God allowed Abraham to go up to the point of sacrificing his child, but not to actually do it. It was a test of Abraham's. And Abraham was better because of the test.
Did God know that Adam and Eve would fall? Yes, he knew but Adam and Even weren't perfect. God allowed them to suffer the consequences of their choices. If he prevented them from suffering for their choices, they would not have free will!
God allows us to either reap the benefits of following him or suffer the consequences of turning away form him. He knows beforehand what we will do, but we don't. So, he allows us to fail or succeed for our benefit.
An interesting (old) story about this:
St. Maximus ca. 580-662 a.d.
(The Life of Our Holy Monastic Father Maximus the Confessor and Martyr)
After quite some time, three men of high rank, Theodosius, Bishop of Caesarea in Bithynia, and the patricians Paul and Theodosius, were sent by Constans and Patriarch Peter to win over the saint. They were joined by the Bishop of Bizye, and alternately flattered and threatened Maximus, testing his faith and posing various questions. They began by introducing themselves, then requested Maximus to sit down. Bishop Theodosius asked, "How are you faring, my lord Abba Maximus?"
"Exactly as God knew I would before the ages," replied the saint. "He foreordained the circumstances of my life, which is guarded by providence."
"How can that be?" objected Theodosius. "Did God foreknow and actually foreordain our deeds from eternity?"
The saint said, "He foreknew our thoughts, words, and deeds, which nevertheless remain within our power to control; and He foreordained what befalls us. The latter is not subject to our control, but to the divine will."
"Explain more exactly what is in our power, and what is not," requested Bishop Theodosius.
"My lord, you know all this," answered Saint Maximus. "You only ask to try your servant."
The Bishop admitted, "Truly, I do not know. I wish to understand what we can control and what we cannot, and how God foresaw one and foreordained the other."

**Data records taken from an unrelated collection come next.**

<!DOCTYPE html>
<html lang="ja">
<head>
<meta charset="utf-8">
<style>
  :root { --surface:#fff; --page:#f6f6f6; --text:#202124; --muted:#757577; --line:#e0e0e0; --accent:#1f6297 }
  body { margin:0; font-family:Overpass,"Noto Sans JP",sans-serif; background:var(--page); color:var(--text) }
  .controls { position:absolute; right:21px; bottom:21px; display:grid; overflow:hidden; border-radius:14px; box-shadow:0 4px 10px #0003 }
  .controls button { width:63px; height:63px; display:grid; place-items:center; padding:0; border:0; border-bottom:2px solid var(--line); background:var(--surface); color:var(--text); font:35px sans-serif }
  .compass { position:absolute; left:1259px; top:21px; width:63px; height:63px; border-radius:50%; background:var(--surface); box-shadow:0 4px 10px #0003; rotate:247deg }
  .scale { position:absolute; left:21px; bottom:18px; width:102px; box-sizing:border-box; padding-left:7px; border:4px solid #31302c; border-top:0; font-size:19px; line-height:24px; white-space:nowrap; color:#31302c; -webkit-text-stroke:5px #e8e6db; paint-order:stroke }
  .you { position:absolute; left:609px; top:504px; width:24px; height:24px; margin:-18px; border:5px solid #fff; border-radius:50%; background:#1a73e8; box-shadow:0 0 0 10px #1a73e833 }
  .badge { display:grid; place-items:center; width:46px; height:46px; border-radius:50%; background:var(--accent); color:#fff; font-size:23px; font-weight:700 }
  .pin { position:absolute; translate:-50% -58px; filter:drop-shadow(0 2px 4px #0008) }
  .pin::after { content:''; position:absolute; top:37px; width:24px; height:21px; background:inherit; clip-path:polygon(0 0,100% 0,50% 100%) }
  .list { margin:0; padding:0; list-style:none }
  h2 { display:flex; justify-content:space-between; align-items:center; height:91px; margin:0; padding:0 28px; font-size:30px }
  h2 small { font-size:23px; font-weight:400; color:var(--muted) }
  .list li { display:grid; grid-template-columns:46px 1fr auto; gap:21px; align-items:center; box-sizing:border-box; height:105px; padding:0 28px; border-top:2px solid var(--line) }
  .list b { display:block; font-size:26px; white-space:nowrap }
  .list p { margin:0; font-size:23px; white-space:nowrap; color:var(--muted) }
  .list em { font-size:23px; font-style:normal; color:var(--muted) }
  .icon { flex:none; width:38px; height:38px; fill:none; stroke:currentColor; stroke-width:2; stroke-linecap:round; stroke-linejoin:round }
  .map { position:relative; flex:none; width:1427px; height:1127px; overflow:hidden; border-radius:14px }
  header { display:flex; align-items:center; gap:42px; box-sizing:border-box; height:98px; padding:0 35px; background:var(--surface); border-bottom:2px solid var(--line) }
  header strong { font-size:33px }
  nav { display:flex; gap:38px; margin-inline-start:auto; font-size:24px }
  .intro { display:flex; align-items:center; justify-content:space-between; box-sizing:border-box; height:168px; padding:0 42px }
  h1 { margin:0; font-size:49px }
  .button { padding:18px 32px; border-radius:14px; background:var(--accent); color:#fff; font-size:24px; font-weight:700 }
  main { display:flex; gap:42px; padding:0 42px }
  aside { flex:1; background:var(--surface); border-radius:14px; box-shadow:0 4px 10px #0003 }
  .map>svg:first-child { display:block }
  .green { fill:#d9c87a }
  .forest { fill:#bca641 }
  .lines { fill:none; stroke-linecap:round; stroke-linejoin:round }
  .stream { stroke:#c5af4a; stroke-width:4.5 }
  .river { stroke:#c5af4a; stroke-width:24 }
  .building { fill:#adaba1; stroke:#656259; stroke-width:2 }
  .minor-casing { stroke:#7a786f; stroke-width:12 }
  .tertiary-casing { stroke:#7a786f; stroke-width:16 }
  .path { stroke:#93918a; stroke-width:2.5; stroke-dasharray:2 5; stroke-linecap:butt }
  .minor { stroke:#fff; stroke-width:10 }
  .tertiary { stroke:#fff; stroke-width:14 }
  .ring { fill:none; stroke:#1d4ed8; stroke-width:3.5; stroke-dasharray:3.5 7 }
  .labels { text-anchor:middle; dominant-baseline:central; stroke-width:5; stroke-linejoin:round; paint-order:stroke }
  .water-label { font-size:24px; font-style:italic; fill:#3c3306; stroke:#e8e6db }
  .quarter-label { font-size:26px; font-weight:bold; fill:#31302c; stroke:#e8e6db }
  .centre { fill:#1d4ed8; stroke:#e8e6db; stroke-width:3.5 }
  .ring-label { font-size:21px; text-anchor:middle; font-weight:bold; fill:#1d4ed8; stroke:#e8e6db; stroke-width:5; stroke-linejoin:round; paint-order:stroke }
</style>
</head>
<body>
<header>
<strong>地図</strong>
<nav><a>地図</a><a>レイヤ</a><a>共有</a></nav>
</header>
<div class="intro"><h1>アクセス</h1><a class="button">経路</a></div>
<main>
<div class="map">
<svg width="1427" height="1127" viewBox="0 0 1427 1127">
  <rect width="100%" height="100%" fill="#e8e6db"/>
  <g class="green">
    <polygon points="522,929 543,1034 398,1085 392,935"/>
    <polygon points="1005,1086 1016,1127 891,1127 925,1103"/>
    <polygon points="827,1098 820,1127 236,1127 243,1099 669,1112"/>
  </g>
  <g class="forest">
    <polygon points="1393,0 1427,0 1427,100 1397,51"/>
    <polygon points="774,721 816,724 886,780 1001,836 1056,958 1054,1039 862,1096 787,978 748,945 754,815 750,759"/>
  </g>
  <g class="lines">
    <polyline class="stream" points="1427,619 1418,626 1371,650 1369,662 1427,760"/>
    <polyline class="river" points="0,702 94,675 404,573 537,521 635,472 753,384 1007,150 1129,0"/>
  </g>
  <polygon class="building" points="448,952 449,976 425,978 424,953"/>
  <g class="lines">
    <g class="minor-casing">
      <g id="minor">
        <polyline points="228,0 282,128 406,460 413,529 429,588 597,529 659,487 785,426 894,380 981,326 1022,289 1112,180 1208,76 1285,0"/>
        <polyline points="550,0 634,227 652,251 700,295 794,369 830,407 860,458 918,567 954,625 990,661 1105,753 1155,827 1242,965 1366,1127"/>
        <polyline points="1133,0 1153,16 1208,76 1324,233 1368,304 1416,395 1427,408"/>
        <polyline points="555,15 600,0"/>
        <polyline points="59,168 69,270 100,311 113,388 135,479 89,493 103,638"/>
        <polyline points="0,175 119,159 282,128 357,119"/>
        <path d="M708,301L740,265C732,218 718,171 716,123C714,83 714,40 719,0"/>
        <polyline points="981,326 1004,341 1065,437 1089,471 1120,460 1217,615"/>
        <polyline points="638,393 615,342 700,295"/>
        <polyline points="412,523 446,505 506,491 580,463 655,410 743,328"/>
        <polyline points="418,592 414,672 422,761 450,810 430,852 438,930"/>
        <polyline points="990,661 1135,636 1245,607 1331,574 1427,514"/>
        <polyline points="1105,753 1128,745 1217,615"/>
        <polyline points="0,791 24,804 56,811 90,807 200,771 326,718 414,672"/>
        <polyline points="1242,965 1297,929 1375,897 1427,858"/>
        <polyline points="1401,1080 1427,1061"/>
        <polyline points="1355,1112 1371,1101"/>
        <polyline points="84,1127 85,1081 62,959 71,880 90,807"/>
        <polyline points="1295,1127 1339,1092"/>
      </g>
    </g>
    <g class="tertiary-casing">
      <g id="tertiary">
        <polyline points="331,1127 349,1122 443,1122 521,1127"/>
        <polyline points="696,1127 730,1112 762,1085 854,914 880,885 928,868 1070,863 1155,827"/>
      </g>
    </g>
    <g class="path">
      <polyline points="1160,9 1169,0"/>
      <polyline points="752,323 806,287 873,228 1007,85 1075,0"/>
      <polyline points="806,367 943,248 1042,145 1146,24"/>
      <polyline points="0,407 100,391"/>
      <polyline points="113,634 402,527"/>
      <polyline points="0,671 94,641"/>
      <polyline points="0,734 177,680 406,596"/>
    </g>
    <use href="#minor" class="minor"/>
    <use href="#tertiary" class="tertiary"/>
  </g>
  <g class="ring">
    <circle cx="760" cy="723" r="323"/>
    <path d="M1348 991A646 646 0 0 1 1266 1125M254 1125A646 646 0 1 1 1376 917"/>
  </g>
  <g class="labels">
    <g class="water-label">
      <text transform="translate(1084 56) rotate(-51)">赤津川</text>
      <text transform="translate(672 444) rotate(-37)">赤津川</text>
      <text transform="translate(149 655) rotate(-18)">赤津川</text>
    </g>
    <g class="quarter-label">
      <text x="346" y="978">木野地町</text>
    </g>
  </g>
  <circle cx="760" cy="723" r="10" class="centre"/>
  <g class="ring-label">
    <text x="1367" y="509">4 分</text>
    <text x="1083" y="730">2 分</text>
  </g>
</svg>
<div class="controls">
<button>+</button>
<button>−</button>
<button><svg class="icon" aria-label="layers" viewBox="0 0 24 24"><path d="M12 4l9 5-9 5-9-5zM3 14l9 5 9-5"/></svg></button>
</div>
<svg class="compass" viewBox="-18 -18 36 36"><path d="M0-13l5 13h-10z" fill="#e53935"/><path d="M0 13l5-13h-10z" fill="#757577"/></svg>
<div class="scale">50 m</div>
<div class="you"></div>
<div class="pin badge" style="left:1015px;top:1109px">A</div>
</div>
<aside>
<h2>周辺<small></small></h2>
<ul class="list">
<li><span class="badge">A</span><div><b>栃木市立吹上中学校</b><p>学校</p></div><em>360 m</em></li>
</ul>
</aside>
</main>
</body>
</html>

The venerable Maximus explained, "We do not directly control whether blessings will be showered upon us or chastisements will befall us, but our good and evil deeds most certainly depend on our will. It is not ours to choose whether we are in health or sickness, but we make determinations likely to lead to one or the other. Similarly, we cannot simply decide that we shall attain the kingdom of heaven or be plunged into the fire of Gehenna, but we can will to keep the commandments or transgress them."